To do - Read through the data and report every line in which the word "Keep" occurs.

Provided material -
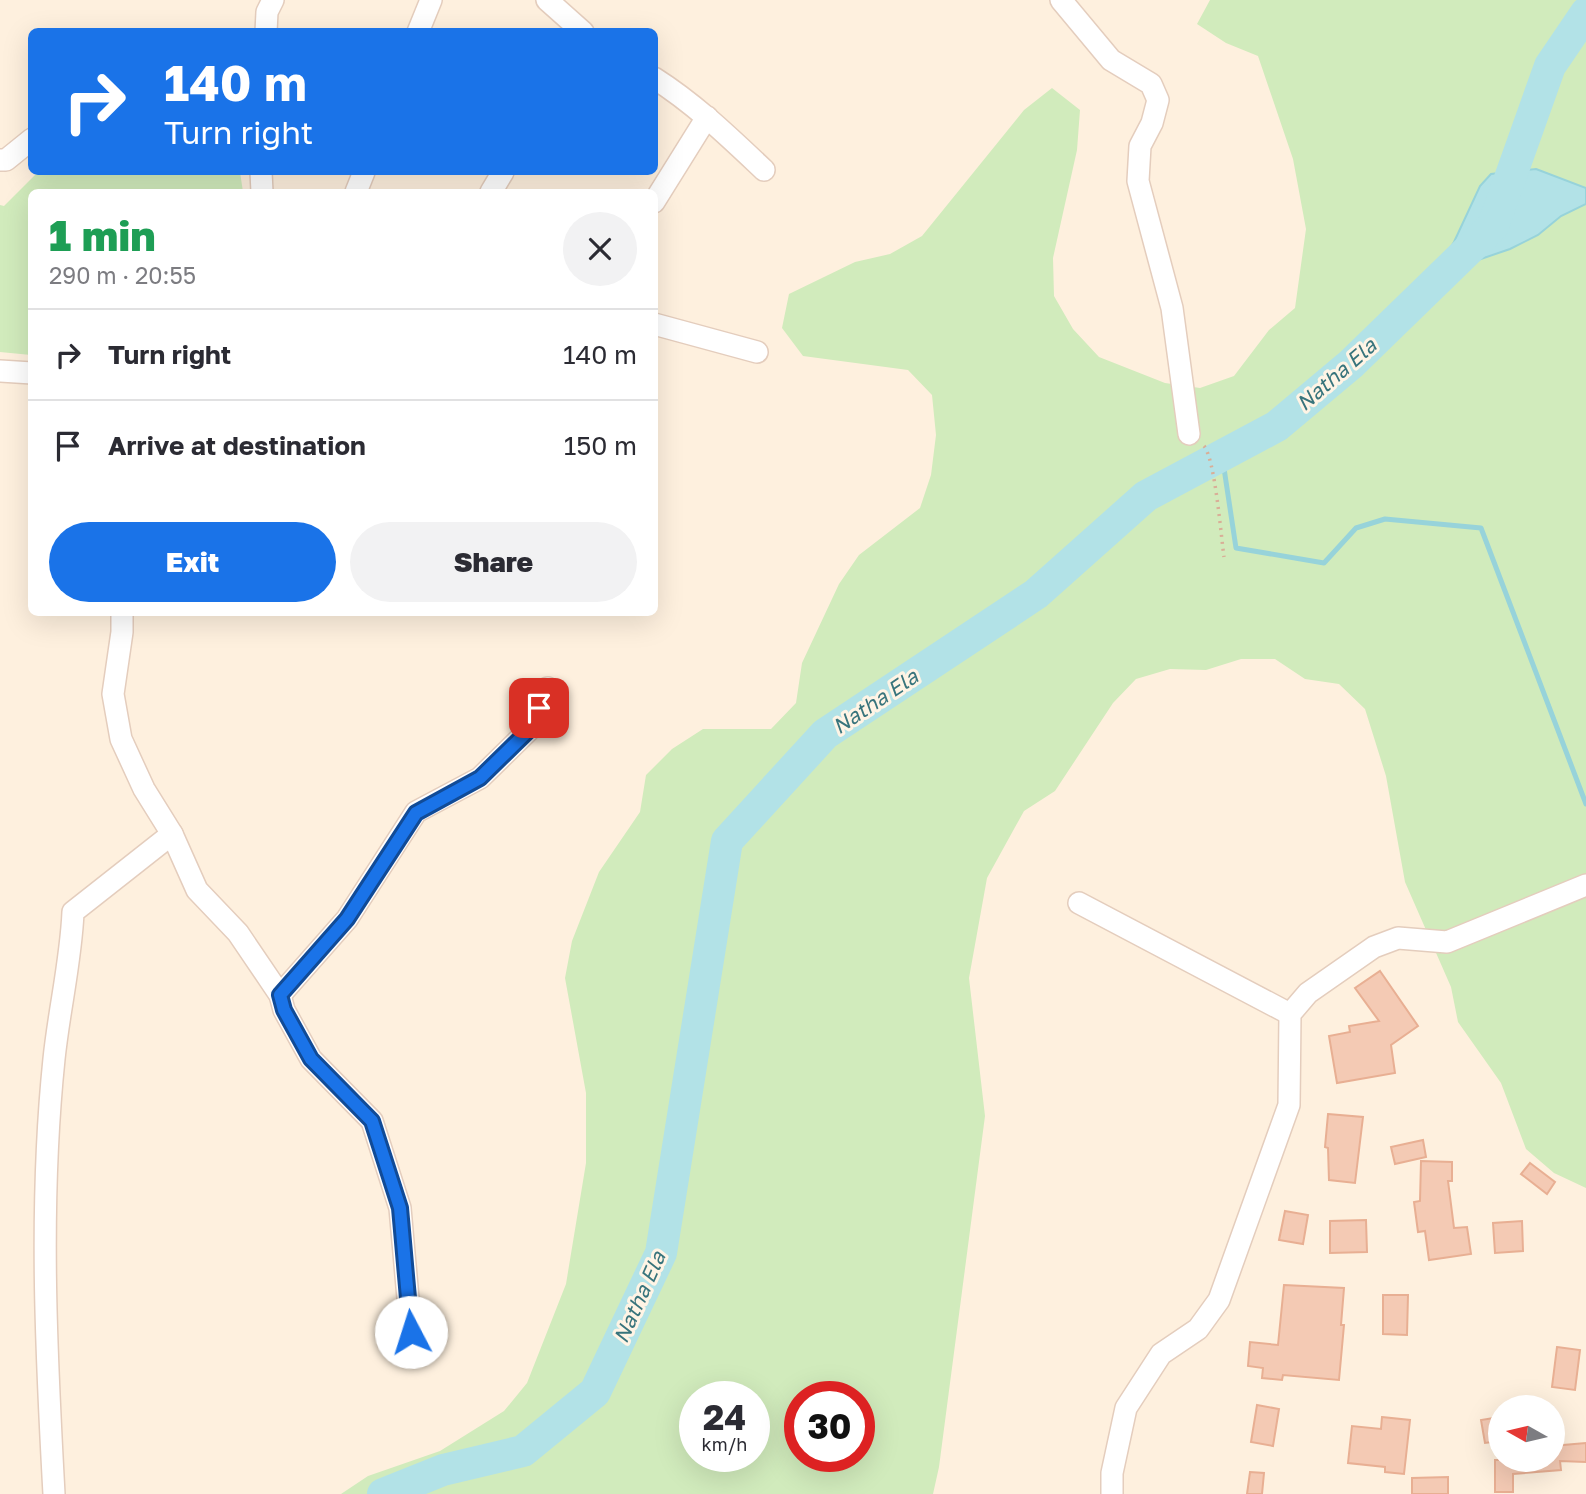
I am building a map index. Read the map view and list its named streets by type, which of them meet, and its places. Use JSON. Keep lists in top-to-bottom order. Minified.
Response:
{"water":["Natha Ela"],"north":"left","page":{"turn":["140 m","Turn right"],"heading":["1 min","290 m · 20:55"],"list":[{"name":"Turn right","value":"140 m"},{"name":"Arrive at destination","value":"150 m"}],"buttons":["Exit","Share"],"speed":"24 km/h","limit":"30"}}
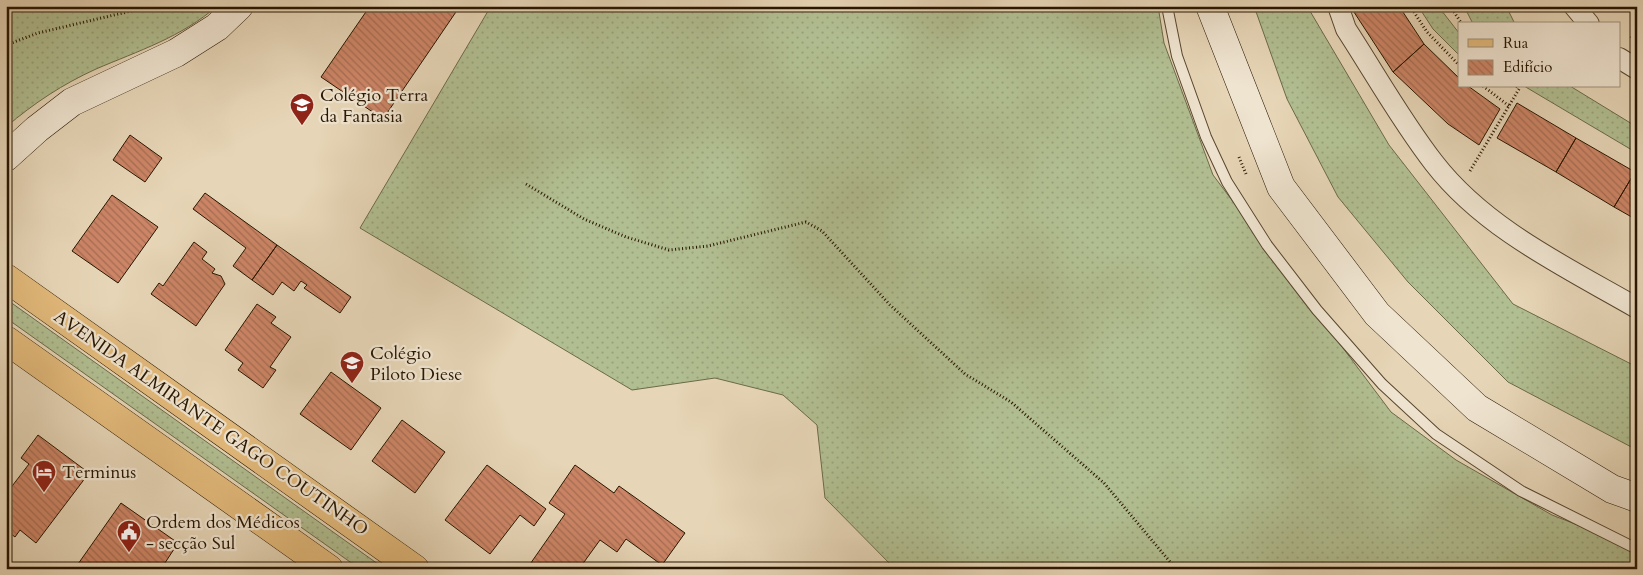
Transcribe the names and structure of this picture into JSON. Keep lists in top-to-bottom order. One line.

Solution below -
I am building a map index. Read the map view and list its named streets by type, which of them meet, and its places. Use JSON. Keep lists in top-to-bottom order. Minified.
Transcribe the names and structure of this picture into JSON. Keep lists in top-to-bottom order. One line.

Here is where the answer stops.